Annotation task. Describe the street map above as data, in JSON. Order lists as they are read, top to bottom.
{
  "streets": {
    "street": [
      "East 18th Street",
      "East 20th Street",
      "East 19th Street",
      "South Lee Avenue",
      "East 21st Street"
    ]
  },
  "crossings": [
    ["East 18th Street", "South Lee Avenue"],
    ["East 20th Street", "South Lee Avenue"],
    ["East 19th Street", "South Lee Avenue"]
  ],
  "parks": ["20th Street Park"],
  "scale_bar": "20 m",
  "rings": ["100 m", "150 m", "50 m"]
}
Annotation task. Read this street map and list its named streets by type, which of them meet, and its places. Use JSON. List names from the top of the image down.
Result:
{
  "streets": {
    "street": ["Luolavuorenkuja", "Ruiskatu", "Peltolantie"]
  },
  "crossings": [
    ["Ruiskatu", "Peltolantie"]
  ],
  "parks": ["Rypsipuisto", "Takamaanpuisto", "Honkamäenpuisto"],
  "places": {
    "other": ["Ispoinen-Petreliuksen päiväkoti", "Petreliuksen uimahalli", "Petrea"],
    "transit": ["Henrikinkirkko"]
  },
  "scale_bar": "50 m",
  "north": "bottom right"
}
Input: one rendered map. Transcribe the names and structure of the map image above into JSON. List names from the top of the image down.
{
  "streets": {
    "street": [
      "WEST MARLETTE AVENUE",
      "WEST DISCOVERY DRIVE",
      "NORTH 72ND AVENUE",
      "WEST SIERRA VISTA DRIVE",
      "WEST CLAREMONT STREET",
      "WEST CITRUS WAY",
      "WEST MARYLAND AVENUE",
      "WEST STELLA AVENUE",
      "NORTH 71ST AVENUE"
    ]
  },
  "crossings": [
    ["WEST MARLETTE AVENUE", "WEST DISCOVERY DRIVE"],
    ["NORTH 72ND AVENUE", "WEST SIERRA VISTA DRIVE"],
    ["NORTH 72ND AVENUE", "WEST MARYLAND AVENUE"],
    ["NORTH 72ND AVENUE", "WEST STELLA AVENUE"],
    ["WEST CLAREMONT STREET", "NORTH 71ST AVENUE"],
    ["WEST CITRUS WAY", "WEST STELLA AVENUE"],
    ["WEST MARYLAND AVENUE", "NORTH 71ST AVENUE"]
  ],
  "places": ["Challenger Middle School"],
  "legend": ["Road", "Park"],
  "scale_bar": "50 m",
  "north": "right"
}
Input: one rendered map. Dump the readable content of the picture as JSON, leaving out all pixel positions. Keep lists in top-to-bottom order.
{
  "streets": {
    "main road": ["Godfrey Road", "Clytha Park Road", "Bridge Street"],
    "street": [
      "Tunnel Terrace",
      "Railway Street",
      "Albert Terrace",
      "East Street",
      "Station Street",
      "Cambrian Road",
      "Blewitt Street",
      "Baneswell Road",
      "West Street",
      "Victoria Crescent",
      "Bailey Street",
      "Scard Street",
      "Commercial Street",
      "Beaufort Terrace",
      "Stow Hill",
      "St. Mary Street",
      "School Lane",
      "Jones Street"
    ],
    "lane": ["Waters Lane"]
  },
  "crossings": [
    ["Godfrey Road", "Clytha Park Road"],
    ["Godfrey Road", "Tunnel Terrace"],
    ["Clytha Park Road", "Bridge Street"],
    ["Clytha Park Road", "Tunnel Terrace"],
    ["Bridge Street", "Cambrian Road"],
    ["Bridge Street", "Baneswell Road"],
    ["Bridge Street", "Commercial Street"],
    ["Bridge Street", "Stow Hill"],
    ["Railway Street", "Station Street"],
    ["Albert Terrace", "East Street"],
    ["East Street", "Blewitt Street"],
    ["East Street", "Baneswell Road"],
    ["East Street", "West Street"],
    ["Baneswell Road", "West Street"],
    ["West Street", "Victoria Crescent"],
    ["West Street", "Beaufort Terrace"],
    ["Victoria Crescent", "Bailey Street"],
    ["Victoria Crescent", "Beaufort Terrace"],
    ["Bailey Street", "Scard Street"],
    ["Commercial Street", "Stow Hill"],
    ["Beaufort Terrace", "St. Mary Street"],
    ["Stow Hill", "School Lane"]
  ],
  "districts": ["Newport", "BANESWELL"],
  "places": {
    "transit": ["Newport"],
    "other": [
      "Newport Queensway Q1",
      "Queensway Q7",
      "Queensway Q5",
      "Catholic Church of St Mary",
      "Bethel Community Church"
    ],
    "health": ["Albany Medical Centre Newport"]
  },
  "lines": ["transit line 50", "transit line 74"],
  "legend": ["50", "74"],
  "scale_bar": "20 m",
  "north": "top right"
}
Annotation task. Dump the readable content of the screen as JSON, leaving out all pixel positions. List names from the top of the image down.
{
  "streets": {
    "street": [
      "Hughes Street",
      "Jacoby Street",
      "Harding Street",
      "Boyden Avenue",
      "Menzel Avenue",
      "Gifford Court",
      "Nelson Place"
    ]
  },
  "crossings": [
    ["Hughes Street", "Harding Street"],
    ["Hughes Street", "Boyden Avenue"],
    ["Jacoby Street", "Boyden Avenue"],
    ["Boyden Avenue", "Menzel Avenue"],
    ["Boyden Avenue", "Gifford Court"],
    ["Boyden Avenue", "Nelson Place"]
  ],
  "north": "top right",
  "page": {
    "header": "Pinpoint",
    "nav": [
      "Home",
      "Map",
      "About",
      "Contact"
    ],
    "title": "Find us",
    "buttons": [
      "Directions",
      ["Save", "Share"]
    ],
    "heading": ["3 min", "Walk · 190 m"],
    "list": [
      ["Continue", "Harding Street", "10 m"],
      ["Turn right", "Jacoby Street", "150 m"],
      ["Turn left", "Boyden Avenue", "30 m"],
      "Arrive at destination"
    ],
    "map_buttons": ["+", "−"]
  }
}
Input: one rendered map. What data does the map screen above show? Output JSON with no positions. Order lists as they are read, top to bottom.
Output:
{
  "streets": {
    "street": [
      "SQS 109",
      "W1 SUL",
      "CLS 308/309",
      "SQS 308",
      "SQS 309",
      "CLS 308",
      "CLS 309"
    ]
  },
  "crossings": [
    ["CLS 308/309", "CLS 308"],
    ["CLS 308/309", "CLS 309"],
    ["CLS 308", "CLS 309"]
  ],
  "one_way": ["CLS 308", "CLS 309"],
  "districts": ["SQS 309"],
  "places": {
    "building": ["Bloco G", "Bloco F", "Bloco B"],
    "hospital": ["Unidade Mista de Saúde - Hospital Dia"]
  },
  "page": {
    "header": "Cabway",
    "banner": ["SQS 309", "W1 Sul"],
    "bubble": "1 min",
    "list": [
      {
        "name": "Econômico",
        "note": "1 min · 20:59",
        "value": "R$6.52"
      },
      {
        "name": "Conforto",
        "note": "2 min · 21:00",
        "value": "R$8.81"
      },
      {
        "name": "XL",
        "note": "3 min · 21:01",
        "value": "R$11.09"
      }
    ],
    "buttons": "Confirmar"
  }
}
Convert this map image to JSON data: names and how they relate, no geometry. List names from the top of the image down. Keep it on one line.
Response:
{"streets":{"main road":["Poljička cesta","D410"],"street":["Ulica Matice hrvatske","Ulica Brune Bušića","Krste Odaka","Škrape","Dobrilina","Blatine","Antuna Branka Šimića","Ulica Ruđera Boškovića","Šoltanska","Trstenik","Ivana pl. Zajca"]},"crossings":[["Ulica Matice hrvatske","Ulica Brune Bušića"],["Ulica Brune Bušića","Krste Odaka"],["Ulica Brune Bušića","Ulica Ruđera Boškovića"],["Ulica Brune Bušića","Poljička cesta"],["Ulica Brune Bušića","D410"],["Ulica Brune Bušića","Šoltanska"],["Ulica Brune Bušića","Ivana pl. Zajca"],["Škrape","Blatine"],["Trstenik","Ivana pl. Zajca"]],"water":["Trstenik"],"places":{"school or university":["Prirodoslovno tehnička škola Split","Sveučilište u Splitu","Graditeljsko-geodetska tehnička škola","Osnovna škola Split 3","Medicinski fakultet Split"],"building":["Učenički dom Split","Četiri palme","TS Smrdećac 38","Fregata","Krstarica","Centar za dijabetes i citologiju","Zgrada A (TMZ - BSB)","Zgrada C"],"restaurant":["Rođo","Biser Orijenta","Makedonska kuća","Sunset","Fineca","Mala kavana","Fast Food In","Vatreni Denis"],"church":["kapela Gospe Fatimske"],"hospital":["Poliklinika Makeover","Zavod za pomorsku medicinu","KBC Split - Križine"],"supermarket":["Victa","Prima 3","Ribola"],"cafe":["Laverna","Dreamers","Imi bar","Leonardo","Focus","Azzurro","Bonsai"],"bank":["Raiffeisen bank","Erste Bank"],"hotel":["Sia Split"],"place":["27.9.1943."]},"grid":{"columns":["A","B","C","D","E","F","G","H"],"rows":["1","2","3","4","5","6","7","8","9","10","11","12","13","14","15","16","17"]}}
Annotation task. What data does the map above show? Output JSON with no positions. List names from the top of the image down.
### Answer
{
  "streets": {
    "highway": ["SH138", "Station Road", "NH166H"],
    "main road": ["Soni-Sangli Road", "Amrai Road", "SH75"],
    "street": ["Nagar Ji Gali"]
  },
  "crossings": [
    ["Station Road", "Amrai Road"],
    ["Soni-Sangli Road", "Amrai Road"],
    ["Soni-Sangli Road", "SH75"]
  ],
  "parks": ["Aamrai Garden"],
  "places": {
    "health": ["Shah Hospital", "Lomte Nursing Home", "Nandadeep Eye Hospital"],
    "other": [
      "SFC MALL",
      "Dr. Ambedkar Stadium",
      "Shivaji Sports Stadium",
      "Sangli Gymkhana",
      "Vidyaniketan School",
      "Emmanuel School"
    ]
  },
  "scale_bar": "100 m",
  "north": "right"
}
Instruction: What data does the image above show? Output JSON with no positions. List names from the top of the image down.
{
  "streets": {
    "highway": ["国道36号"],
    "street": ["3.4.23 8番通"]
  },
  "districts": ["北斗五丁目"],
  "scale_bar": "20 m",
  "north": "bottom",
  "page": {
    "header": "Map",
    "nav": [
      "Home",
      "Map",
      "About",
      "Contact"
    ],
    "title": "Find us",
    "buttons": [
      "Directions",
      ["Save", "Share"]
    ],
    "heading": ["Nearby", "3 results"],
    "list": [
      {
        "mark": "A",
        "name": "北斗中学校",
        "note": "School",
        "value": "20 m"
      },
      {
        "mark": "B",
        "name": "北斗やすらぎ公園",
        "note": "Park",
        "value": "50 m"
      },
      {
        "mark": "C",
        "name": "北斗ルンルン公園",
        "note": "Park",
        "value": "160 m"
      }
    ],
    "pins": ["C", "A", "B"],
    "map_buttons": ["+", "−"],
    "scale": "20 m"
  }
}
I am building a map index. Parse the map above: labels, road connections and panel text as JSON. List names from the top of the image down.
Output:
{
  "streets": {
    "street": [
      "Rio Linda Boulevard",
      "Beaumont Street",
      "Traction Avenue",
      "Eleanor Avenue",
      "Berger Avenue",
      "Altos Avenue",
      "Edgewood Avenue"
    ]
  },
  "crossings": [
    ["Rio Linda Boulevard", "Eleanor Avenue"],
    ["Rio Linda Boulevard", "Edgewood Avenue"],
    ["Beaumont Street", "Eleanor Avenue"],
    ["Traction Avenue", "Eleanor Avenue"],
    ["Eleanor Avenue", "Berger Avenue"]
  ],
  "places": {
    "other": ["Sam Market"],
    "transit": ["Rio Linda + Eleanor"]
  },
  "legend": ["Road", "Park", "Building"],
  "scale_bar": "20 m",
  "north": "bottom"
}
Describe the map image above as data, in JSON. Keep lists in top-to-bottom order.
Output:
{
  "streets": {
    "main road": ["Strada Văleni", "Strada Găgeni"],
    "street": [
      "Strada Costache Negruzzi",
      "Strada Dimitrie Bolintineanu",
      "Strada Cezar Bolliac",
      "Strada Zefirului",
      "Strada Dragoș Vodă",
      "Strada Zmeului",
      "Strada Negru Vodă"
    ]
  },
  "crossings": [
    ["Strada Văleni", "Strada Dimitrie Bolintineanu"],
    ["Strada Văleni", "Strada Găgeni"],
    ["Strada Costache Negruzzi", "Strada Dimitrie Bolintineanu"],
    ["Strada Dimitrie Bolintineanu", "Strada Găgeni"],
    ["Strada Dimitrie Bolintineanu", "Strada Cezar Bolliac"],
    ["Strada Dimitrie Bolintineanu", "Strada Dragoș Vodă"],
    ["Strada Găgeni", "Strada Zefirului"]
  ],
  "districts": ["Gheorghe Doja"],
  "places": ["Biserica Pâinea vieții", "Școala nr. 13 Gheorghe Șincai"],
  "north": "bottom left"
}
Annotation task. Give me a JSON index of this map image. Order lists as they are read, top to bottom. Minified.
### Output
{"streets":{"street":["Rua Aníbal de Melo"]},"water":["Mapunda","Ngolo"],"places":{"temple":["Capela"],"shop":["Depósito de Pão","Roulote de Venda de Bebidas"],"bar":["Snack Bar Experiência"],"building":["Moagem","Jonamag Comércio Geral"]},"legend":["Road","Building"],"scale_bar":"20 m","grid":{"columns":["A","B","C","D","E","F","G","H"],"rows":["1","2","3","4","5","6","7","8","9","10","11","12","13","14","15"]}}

----------

Extract from the listing above the lines between the line containing "Instruction: What data" and the line containing "Describe the map", keeping both of those lines. Output nothing else.

• Answer box:
Instruction: What data does the image above show? Output JSON with no positions. List names from the top of the image down.
{
  "streets": {
    "highway": ["国道36号"],
    "street": ["3.4.23 8番通"]
  },
  "districts": ["北斗五丁目"],
  "scale_bar": "20 m",
  "north": "bottom",
  "page": {
    "header": "Map",
    "nav": [
      "Home",
      "Map",
      "About",
      "Contact"
    ],
    "title": "Find us",
    "buttons": [
      "Directions",
      ["Save", "Share"]
    ],
    "heading": ["Nearby", "3 results"],
    "list": [
      {
        "mark": "A",
        "name": "北斗中学校",
        "note": "School",
        "value": "20 m"
      },
      {
        "mark": "B",
        "name": "北斗やすらぎ公園",
        "note": "Park",
        "value": "50 m"
      },
      {
        "mark": "C",
        "name": "北斗ルンルン公園",
        "note": "Park",
        "value": "160 m"
      }
    ],
    "pins": ["C", "A", "B"],
    "map_buttons": ["+", "−"],
    "scale": "20 m"
  }
}
I am building a map index. Parse the map above: labels, road connections and panel text as JSON. List names from the top of the image down.
Output:
{
  "streets": {
    "street": [
      "Rio Linda Boulevard",
      "Beaumont Street",
      "Traction Avenue",
      "Eleanor Avenue",
      "Berger Avenue",
      "Altos Avenue",
      "Edgewood Avenue"
    ]
  },
  "crossings": [
    ["Rio Linda Boulevard", "Eleanor Avenue"],
    ["Rio Linda Boulevard", "Edgewood Avenue"],
    ["Beaumont Street", "Eleanor Avenue"],
    ["Traction Avenue", "Eleanor Avenue"],
    ["Eleanor Avenue", "Berger Avenue"]
  ],
  "places": {
    "other": ["Sam Market"],
    "transit": ["Rio Linda + Eleanor"]
  },
  "legend": ["Road", "Park", "Building"],
  "scale_bar": "20 m",
  "north": "bottom"
}
Describe the map image above as data, in JSON. Keep lists in top-to-bottom order.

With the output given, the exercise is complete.